# Cite

Personal project exploring agentic RAG. Every answer is grounded by inline citations; clicking one opens the source document at the exact region that produced it, and an automated judge scores whether the source actually supports the claim.

- Status: live
- Role: Solo — design, engineering
- Period: Mar 2026 – Present
- Stack: Next.js 16, TypeScript, Tailwind v4, shadcn/ui (Radix Nova), Anthropic SDK (Sonnet 4.6 + Haiku 4.5), Voyage 3 Large embeddings + Voyage Rerank 2.5, LlamaParse, Supabase (Auth + Postgres + pgvector), Prisma, Inngest, Yarn 4
- Links: [Live](https://cite.picoral.me) · [Repo](https://github.com/feRpicoral/cite)
- Canonical: https://picoral.me/projects/cite

## What it does

Teams upload their documents — PDFs, Word, HTML, Markdown — and chat with them in natural language. Every answer is grounded by inline citations. Clicking a citation opens the source document at the exact region that produced the answer, with the relevant span highlighted, and an automated judge scores whether that source actually supports the claim.

_Every claim carries a citation; the source panel shows the exact passage, scored Supported · 0.92 by the judge._

## Why I built it

Not a product — a personal project. RAG chatbots without citation are unfalsifiable. Citation grounding makes the model's output checkable, which is the whole point of using a retrieval system. I also wanted to design a UI where the citation is the primary interaction, not a footnote — the document viewer is co-equal with the chat — and to close the loop with a judge that grades whether the cited source genuinely supports the claim.

## How it works

### Agentic retrieval

The model plans and iterates retrievals before answering: hybrid vector + keyword search over pgvector, sub-query decomposition for multi-part questions, and Voyage Rerank 2.5 on the candidate set. It runs a sufficiency check before it answers — or says it can't.

### The citation viewer

Clicking a citation opens the source in a side viewer, scrolled to the precise span — a bounding box on a PDF page (via LlamaParse layout parsing) or a text range in HTML — highlighted in the evidence stream. A resizable split snaps back when you're done.

_Click a citation, and the viewer jumps to the exact page and span it came from._

### Citation auditing

An automated judge grades each citation Supported, Partial, or Unsupported, with a confidence score and short reasoning. Admins get a dashboard to triage the weak ones — filter to unsupported claims in context, with per-citation reasoning rather than a single opaque number.

### Collaboration and tenancy

Live presence, real-time message sync, and threaded comments on messages and document regions keep a team working over one source of truth. Documents stay inside an organization's workspace, visible only to members by role. The interface ships in English and Brazilian Portuguese.

## Status

Live at [cite.picoral.me](https://cite.picoral.me). The agentic retrieval pipeline, citation viewer, and judge are working end to end; collaboration polish is the current focus.

## Questions

### What is Cite?

Cite is an agentic retrieval-augmented chat application. Teams upload their documents and ask questions in natural language. Every answer is grounded by inline citations — clicking one opens the source document at the exact region that produced the answer, with the relevant span highlighted.

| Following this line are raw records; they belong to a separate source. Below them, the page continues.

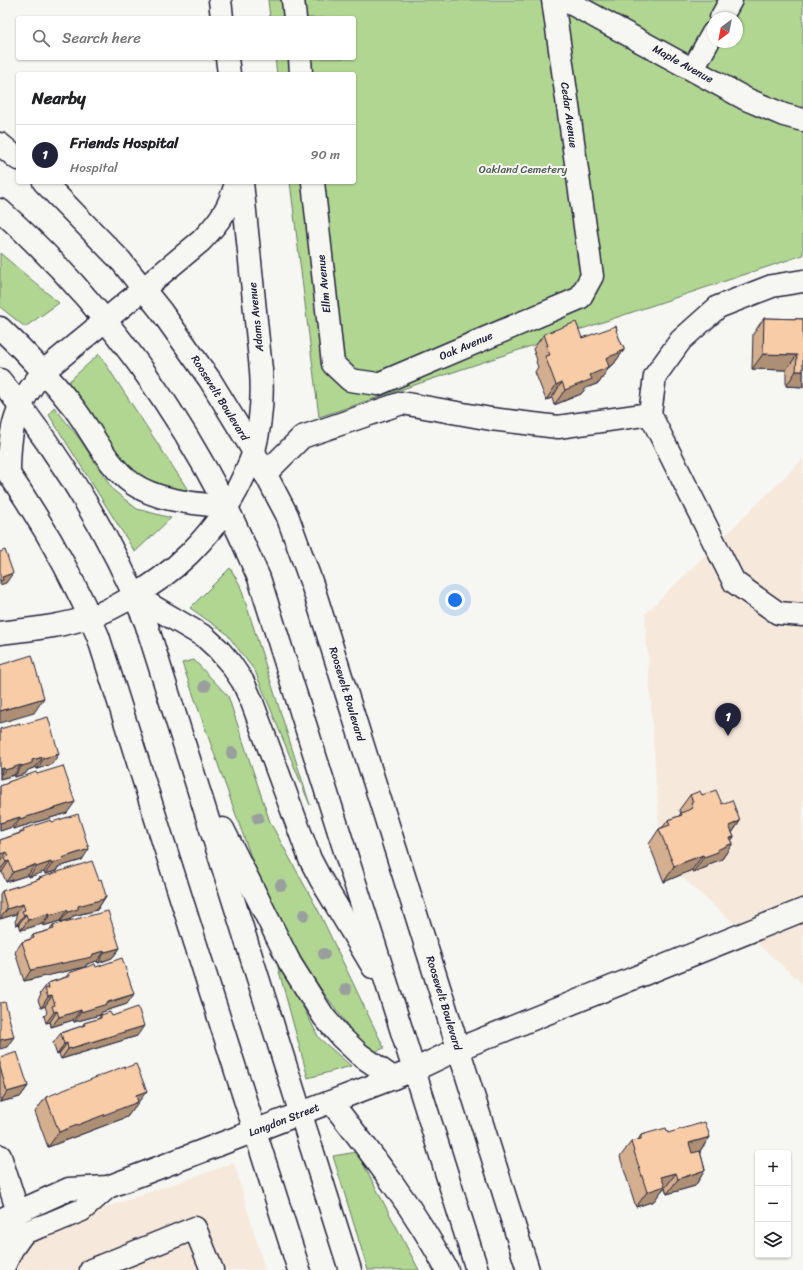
<!DOCTYPE html>
<meta charset="utf-8">
<style>
body{margin:0;font-family:Sriracha,sans-serif;background:#f2f2f2;color:#202124}
.controls{position:absolute;right:12px;bottom:12px;display:grid;overflow:hidden;border-radius:4px;box-shadow:0 1px 3px #0004}
.controls button{width:36px;height:36px;display:grid;place-items:center;padding:0;border:0;border-bottom:1px solid #e0e0e0;background:#fff;color:#202124;font:20px sans-serif}
.compass{position:absolute;left:707px;top:12px;width:36px;height:36px;border-radius:50%;background:#fff;box-shadow:0 1px 3px #0004;rotate:212deg}
.you{position:absolute;left:455px;top:600px;width:14px;height:14px;margin:-10px;border:3px solid #fff;border-radius:50%;background:#1a73e8;box-shadow:0 0 0 6px #1a73e833}
.badge{display:grid;place-items:center;width:26px;height:26px;border-radius:50%;background:#22223b;color:#fff;font-size:13px;font-weight:700}
.pin{position:absolute;translate:-50% -33px;filter:drop-shadow(0 1px 2px #0008)}
.pin::after{content:'';position:absolute;top:21px;width:14px;height:12px;background:inherit;clip-path:polygon(0 0,100% 0,50% 100%)}
.list{margin:0;padding:0;list-style:none}
h2{display:flex;justify-content:space-between;align-items:center;height:52px;margin:0;padding:0 16px;font-size:17px}
h2 small{font-size:13px;font-weight:400;color:#757577}
.list li{display:grid;grid-template-columns:26px 1fr auto;gap:12px;align-items:center;box-sizing:border-box;height:60px;padding:0 16px;border-top:1px solid #e0e0e0}
.list b{display:block;font-size:15px;white-space:nowrap}
.list p{margin:0;font-size:13px;white-space:nowrap;color:#757577}
.list em{font-size:13px;font-style:normal;color:#757577}
.icon{flex:none;width:22px;height:22px;fill:none;stroke:currentColor;stroke-width:2;stroke-linecap:round;stroke-linejoin:round}
.map{position:relative;flex:none;width:803px;height:1270px;overflow:hidden}
.search{position:absolute;background:#fff;box-shadow:0 1px 3px #0004;left:16px;top:16px;width:340px;height:44px;display:flex;align-items:center;gap:10px;box-sizing:border-box;padding:0 14px;border-radius:4px;color:#757577;font-size:15px}
.panel{position:absolute;background:#fff;box-shadow:0 1px 3px #0004;left:16px;top:72px;width:340px;height:112px;border-radius:4px}
.map>svg:first-child{display:block}
</style>
<div class="map">
<svg width="803" height="1270" viewBox="0 0 803 1270">
<rect width="100%" height="100%" fill="#f6f6f2"/>
<filter id="ink" filterUnits="userSpaceOnUse"><feTurbulence type="fractalNoise" baseFrequency=".025" numOctaves="2"/><feDisplacementMap in="SourceGraphic" scale="8" xChannelSelector="R" yChannelSelector="G"/><feConvolveMatrix kernelMatrix="1 2 1 2 8 2 1 2 1" color-interpolation-filters="sRGB"/></filter>
<g filter="url(#ink)">
<g fill="#f6e9db">
<polygon points="803,459 803,984 661,859 645,614"/>
<polygon points="234,1163 265,1270 0,1270 0,1244"/>
</g>
<g fill="#b0d692" stroke="#697c66" fill-rule="evenodd">
<path d="M 268,0 L 803,0 L 803,255 L 319,417 L 290,182 L 354,182 L 354,74 L 277,74 L 275,58 L 354,58 L 354,18 L 270,18 ZM 713,18 L 737,18 L 737,42 L 713,42 Z"/>
<polygon points="0,253 59,303 25,327 0,307"/>
<polygon points="99,354 188,490 151,486 125,468 66,384"/>
<polygon points="54,407 79,438 113,490 137,509 171,518 135,552 49,415"/>
<polygon points="230,568 240,585 310,805 255,671 226,633 190,608"/>
<polygon points="194,660 228,696 270,822 319,912 384,1048 373,1053 362,1045 308,971 257,874 182,663"/>
<polygon points="273,949 319,1038 351,1066 308,1078"/>
<polygon points="357,1152 419,1270 368,1270 333,1156"/>
</g>
<g fill="none" stroke-linecap="round" stroke-linejoin="round">
<g stroke="#22223b" stroke-width="25">
<g id="minor">
<polyline points="293,0 295,18"/>
<polyline points="565,0 746,99 784,115 803,120"/>
<polyline points="721,18 731,0"/>
<polyline points="300,58 301,74"/>
<polyline points="693,69 713,33"/>
<polyline points="313,182 333,364 350,380 378,384 580,298 592,276 553,0"/>
<polyline points="650,414 734,582 778,613 803,615"/>
<polyline points="265,474 302,437 402,403 491,419 558,427 650,414 655,376 681,340 718,307 772,286 803,281"/>
<polyline points="0,1156 18,1212"/>
<polyline points="0,1220 69,1189 108,1187 414,1070 458,1049 803,910"/>
<polyline points="0,1241 51,1223 82,1210 108,1187"/>
<polyline points="2,1270 12,1249 24,1232"/>
<polyline points="91,1270 195,1228 212,1270"/>
</g>
</g>
<g stroke="#22223b" stroke-width="25">
<g id="major">
<polyline points="220,0 222,18"/>
<polyline points="227,58 229,74"/>
<path d="M 9,474 C 9,429 14,406 44,371 L 201,241 C 219,222 230,208 236,182"/>
<path d="M 0,633 C 30,629 60,627 89,617 C 102,614 114,607 125,601 C 174,574 210,539 237,490 C 243,478 250,464 254,451 C 261,424 263,397 261,370 L 242,182"/>
</g>
</g>
<g stroke="#22223b" stroke-width="25">
<g id="highway">
<polyline points="0,144 18,159"/>
<polyline points="44,182 121,261 161,311 210,380 254,452 287,515 313,587 528,1270"/>
<path d="M 0,210 C 93,293 169,396 226,506 C 238,530 248,554 259,578 L 477,1270"/>
<path d="M 0,328 C 27,353 51,379 74,408 C 93,433 107,466 133,484 C 160,502 196,503 227,507"/>
<path d="M 0,380 C 60,454 110,534 146,623 L 350,1270"/>
<path d="M 0,461 C 39,516 72,574 98,636 L 299,1270"/>
<polyline points="135,596 205,637 218,649 230,663 243,682 252,702 310,859 320,878 373,967"/>
<polyline points="223,829 290,963 324,1017 341,1037 359,1054 393,1078"/>
<path d="M 331,1102 C 373,1155 415,1210 447,1270"/>
</g>
</g>
<use href="#minor" stroke="#f6f6f2" stroke-width="22"/>
<use href="#major" stroke="#f6f6f2" stroke-width="22"/>
<use href="#highway" stroke="#f6f6f2" stroke-width="22"/>
</g>
<g fill="#999f9c">
<circle cx="205" cy="686" r="6"/>
<circle cx="232" cy="753" r="6"/>
<circle cx="258" cy="818" r="6"/>
<circle cx="281" cy="885" r="6"/>
<circle cx="304" cy="915" r="6"/>
<circle cx="324" cy="954" r="6"/>
<circle cx="346" cy="989" r="6"/>
</g>
<g fill="#d4af8f" stroke="#22223b">
<polygon points="764,318 803,319 803,387 786,386 786,370 752,369 753,334"/>
<polygon points="617,329 616,331 624,350 613,365 610,366 599,383 586,388 581,394 554,405 552,398 546,400 535,372 538,367 536,362 537,360 533,349 544,334 582,338"/>
<polygon points="20,725 52,764 37,769 36,767 28,770 25,774 14,777 14,775 0,779 0,729"/>
<polygon points="37,774 67,813 13,829 12,827 0,831 0,786 6,784 8,782"/>
<polygon points="690,795 702,795 722,804 740,821 732,833 734,837 731,840 733,843 722,859 709,864 707,867 693,872 692,870 664,882 649,844 659,829 663,827 668,820 679,816 681,813 679,810"/>
<polygon points="52,822 82,860 58,867 56,871 45,874 44,872 29,877 28,875 6,882 2,872 0,872 0,840 20,833 23,829"/>
<polygon points="39,878 99,880 106,896 97,910 73,916 71,919 60,922 60,921 43,926 42,924 21,930 19,924 16,925 15,921 17,918 16,914 0,919 0,894 2,891 37,880"/>
<polygon points="53,925 120,948 112,958 98,963 97,961 87,964 85,967 24,981 15,952 22,942 30,939 33,935 50,930"/>
<polygon points="96,967 127,1004 102,1012 100,1015 74,1022 73,1020 51,1027 50,1022 46,1023 44,1016 47,1013 45,1006 41,1008 38,1000 41,995 40,994 48,983 66,977 69,973"/>
<polygon points="101,1015 112,1016 137,1036 61,1059 59,1054 57,1055 53,1043 61,1033 82,1026 84,1023 98,1019"/>
<polygon points="0,1058 28,1086 20,1097 0,1102"/>
<polygon points="46,1097 136,1106 135,1106 127,1117 48,1147 35,1112"/>
<polygon points="668,1133 710,1137 700,1151 705,1170 695,1186 667,1194 665,1188 663,1189 654,1201 636,1207 620,1157 631,1142 638,1140 641,1135"/>
</g>
<g fill="#ad8f74" stroke="#22223b">
<polygon points="624,350 613,365 610,366 599,383 586,388 581,394 554,405 565,390 590,375 606,358"/>
<polygon points="763,354 797,355 786,370 752,369"/>
<polygon points="796,371 803,371 803,387 786,386"/>
<polygon points="562,382 552,398 546,400 556,385"/>
<polygon points="13,573 6,583 0,585 0,579 2,577"/>
<polygon points="44,698 34,713 0,723 0,711"/>
<polygon points="59,754 52,764 37,769 44,758"/>
<polygon points="43,757 36,767 28,770 25,774 14,777 22,766 32,760"/>
<polygon points="21,765 14,775 0,779 0,776 5,770"/>
<polygon points="4,768 0,774 0,769"/>
<polygon points="75,802 67,813 13,829 20,819"/>
<polygon points="20,817 12,827 0,831 0,823"/>
<polygon points="740,821 730,836 729,826"/>
<polygon points="734,837 728,845 733,843 722,859 709,864 707,867 693,872 704,857 717,850 730,838"/>
<polygon points="89,849 82,860 58,867 56,871 45,874 52,864 62,858"/>
<polygon points="7,852 0,862 0,854"/>
<polygon points="703,855 692,870 664,882 674,866"/>
<polygon points="9,861 2,872 0,872 0,870 6,862"/>
<polygon points="51,862 44,872 29,877 36,867"/>
<polygon points="35,865 28,875 6,882 13,872"/>
<polygon points="106,896 97,910 73,916 71,919 60,922 68,912 78,906"/>
<polygon points="23,904 16,914 0,919 7,909"/>
<polygon points="67,910 60,921 43,926 50,915"/>
<polygon points="50,913 42,924 21,930 28,920"/>
<polygon points="26,914 19,924 16,925 24,915"/>
<polygon points="120,948 112,958 98,963 105,952"/>
<polygon points="105,951 97,961 87,964 85,967 24,981 31,970"/>
<polygon points="134,994 127,1004 102,1012 100,1015 74,1022 81,1012"/>
<polygon points="52,996 45,1006 41,1008 48,997"/>
<polygon points="81,1010 73,1020 51,1027 59,1017"/>
<polygon points="57,1011 50,1022 46,1023 54,1012"/>
<polygon points="144,1026 137,1036 61,1059 68,1049"/>
<polygon points="14,1037 7,1047 0,1049 0,1040"/>
<polygon points="67,1043 59,1054 57,1055 64,1044"/>
<polygon points="28,1086 20,1097 0,1102 7,1092"/>
<polygon points="147,1091 127,1117 48,1147 59,1132 136,1095"/>
<polygon points="710,1137 699,1152 679,1158 689,1143"/>
<polygon points="705,1170 695,1186 667,1194 678,1179"/>
<polygon points="676,1173 665,1188 663,1189 654,1201 636,1207 647,1192 661,1177"/>
</g>
<g fill="#f7cca6" stroke="#22223b">
<polygon points="764,318 803,319 803,371 796,371 797,355 763,354"/>
<polygon points="576,322 582,338 616,326 617,329 616,330 622,345 623,345 624,348 624,350 618,352 619,353 606,358 609,367 590,375 592,379 565,390 562,382 556,385 545,356 550,355 546,346 548,346 544,334"/>
<polygon points="5,550 13,573 2,577 3,580 0,581 0,552"/>
<polygon points="32,655 44,698 0,711 0,665"/>
<polygon points="48,717 59,754 44,758 43,757 32,760 32,763 22,766 21,765 5,770 4,768 0,769 0,729 20,723 20,725"/>
<polygon points="63,766 75,802 20,819 20,817 0,823 0,786 8,783 8,782 36,772 37,774"/>
<polygon points="716,790 722,804 732,800 740,821 729,826 734,837 730,838 733,843 717,850 718,852 704,857 703,855 674,866 659,829 670,825 668,820 682,815 681,813 693,808 691,803 693,802 690,795 700,791 702,795"/>
<polygon points="78,814 89,849 62,858 63,860 52,864 51,862 36,867 35,865 13,872 9,861 6,862 4,858 9,856 7,852 0,854 0,840 24,832 23,829 51,820 52,822"/>
<polygon points="92,861 99,880 101,879 106,896 104,897 104,899 78,906 78,909 68,912 67,910 50,915 50,913 28,920 26,914 24,915 22,911 25,910 23,904 7,909 2,891 40,879 39,878"/>
<polygon points="108,911 120,948 105,952 105,951 93,954 92,957 31,970 22,942 34,938 33,935 54,929 53,925"/>
<polygon points="122,958 134,994 108,1002 107,1004 81,1012 81,1010 59,1017 57,1011 54,1012 52,1006 55,1005 52,996 48,997 45,989 49,988 48,983 70,976 69,973 95,964 96,967"/>
<polygon points="5,1002 14,1037 0,1040 0,1003"/>
<polygon points="138,1007 144,1026 68,1049 67,1043 64,1044 61,1033 85,1025 84,1023 101,1018 101,1015 110,1012 112,1016"/>
<polygon points="17,1052 28,1086 7,1092 0,1067 0,1058"/>
<polygon points="136,1064 147,1091 136,1095 138,1102 59,1132 46,1097 125,1066 125,1068"/>
<polygon points="705,1122 710,1137 689,1143 692,1153 700,1151 705,1170 678,1179 676,1173 661,1177 665,1186 647,1192 631,1142 641,1139 641,1135 666,1128 668,1133"/>
</g>
</g>
<g text-anchor="middle" dominant-baseline="central" stroke-width="4" stroke-linejoin="round" paint-order="stroke">
<g font-size="11" fill="#22223b" stroke="#f6f6f2">
<text transform="translate(683 64) rotate(29)">Maple Avenue</text>
<text transform="translate(569 115) rotate(82)">Cedar Avenue</text>
<text transform="translate(324 284) rotate(-96)">Ellm Avenue</text>
<text transform="translate(256 317) rotate(-96)">Adams Avenue</text>
<text transform="translate(466 346) rotate(-23)">Oak Avenue</text>
<text transform="translate(220 398) rotate(58)">Roosevelt Boulevard</text>
<text transform="translate(347 694) rotate(73)">Roosevelt Boulevard</text>
<text transform="translate(444 1003) rotate(73)">Roosevelt Boulevard</text>
<text transform="translate(284 1120) rotate(-21)">Langdon Street</text>
</g>
<g font-size="11" fill="#4d5855" stroke="#f6f6f2">
<text x="523" y="169">Oakland Cemetery</text>
</g>
</g>
</svg>
<div class="controls">
<button>+</button>
<button>−</button>
<button><svg class="icon" aria-label="layers" viewBox="0 0 24 24"><path d="M12 4l9 5-9 5-9-5zM3 14l9 5 9-5"/></svg></button>
</div>
<svg class="compass" viewBox="-18 -18 36 36"><path d="M0-13l5 13h-10z" fill="#e53935"/><path d="M0 13l5-13h-10z" fill="#757577"/></svg>
<div class="you"></div>
<div class="pin badge" style="left:728px;top:736px">1</div>
<div class="search"><svg class="icon" aria-label="search" viewBox="0 0 24 24"><circle cx="10" cy="10" r="6"/><path d="M15 15l6 6"/></svg>Search here</div>
<section class="panel">
<h2>Nearby<small></small></h2>
<ul class="list">
<li><span class="badge">1</span><div><b>Friends Hospital</b><p>Hospital</p></div><em>90 m</em></li>
</ul>
</section>
</div>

### How is Cite different from a typical RAG chatbot?

Two things. First, retrieval is agentic — the model plans and iterates hybrid vector + keyword retrievals with reranking before answering, rather than a single top-k similarity lookup. Second, the citation is the user interface, not a footnote. Citations are clickable handles that synchronously scroll the document viewer to the cited span, so verification is one click instead of a search.

### How are citations verified?

An automated judge compares each cited claim against its source passage and labels it Supported, Partial, or Unsupported, with a confidence score and short reasoning. It turns "trust the model" into "check the evidence."

### What file formats can Cite ingest?

PDF, DOCX, HTML, and Markdown, up to 100 MB each. LlamaParse handles layout-aware PDF parsing; Cite chunks, embeds with Voyage 3 Large, and indexes them, showing per-document ingestion status.